Again, this story is not about Alibaba or its cloud business. What happens next is far more important. China will put on a charm offensive in an attempt to gain further access to the very chip technology that’s holding Alibaba back.
US chip makers are a strategic priority, which is why you want to invest accordingly.
Rolls-Royce shares up nearly 190% over past 12 months
Every once in a while, you run across a stock that you just knew you should’ve purchased but didn’t.
That’s the case with Rolls-Royce, which I brought to your attention nearly a year ago. At the time, I thought that CEO Tufan Erginbilgic’s turnaround plans were overly optimistic.
Evidently, though, the markets had another opinion and have handsomely rewarded the stock. I can certainly understand why… current half-year earnings are up 5X YoY.
So now what?
It’s NEVER a good idea to chase a stock, especially when it has this kind of a run. But that doesn’t mean you are out of luck.
Simply changing your tactic can mean the difference between winning and losing, especially if you’d like to turn lemons into lemonade. Selling Cash Secured Puts could work nicely in a situation like this one, as would a few well-placed LowBall Orders.
Incidentally, I will be teaching a two-hour Masterclass at the Las Vegas MoneyShow in February if you’d like to learn more about how to do this. (Learn more) I hope to see you there!

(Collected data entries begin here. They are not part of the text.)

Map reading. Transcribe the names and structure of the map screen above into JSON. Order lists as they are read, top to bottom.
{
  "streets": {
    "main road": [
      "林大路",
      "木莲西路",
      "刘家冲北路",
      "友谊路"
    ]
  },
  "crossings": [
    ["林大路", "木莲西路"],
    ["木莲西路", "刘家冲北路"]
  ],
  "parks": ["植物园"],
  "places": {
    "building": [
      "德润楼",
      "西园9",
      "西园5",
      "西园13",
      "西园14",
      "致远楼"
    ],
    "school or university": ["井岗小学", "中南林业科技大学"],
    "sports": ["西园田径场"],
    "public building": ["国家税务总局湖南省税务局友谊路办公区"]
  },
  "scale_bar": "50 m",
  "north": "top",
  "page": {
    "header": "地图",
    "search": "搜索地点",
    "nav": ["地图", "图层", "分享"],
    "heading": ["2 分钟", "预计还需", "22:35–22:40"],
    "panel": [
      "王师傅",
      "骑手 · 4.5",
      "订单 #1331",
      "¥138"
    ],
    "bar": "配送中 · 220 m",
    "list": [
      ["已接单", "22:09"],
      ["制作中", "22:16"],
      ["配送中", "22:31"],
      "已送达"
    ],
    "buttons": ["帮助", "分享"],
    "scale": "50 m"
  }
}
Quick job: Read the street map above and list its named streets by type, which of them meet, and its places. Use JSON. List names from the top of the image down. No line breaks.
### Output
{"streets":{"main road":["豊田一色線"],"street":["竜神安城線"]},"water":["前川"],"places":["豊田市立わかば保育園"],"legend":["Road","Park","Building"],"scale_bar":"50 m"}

Buy your next car on Prime?
There have been a lot of attempts over the years to sell cars online. Most, if not all, have failed or are in rapid decline, as is the case for CarMax and Carvana, just to name two.
This is different.
Amazon will allow Hyundai to start selling cars directly starting in 2024. Apparently, customers will be able to choose between picking up their wheels or having them delivered by local dealerships. (Read)
I don’t think that this is going to be a major needle mover for Amazon or even the car companies. However, this move could potentially give car makers the ability to indirectly compete with Tesla’s direct-sales model.
As usual, though, there will probably be a regulatory challenge, and probably at the state level where automobile sales are tightly regulated. Amazon is undoubtedly prepared for this, which strikes me as the real key here.
Remember how Amazon competes—it will attack any business segment where there are fat margins up for grabs. The company has devastated retailers in every category over the years and is pushing into health care, music, and all sorts of other industries.
I don’t think this move will lower the cost of cars themselves, but it will sure as heck result in dealerships being a lot more flexible with regard to all the garbage fees they charge when you buy something.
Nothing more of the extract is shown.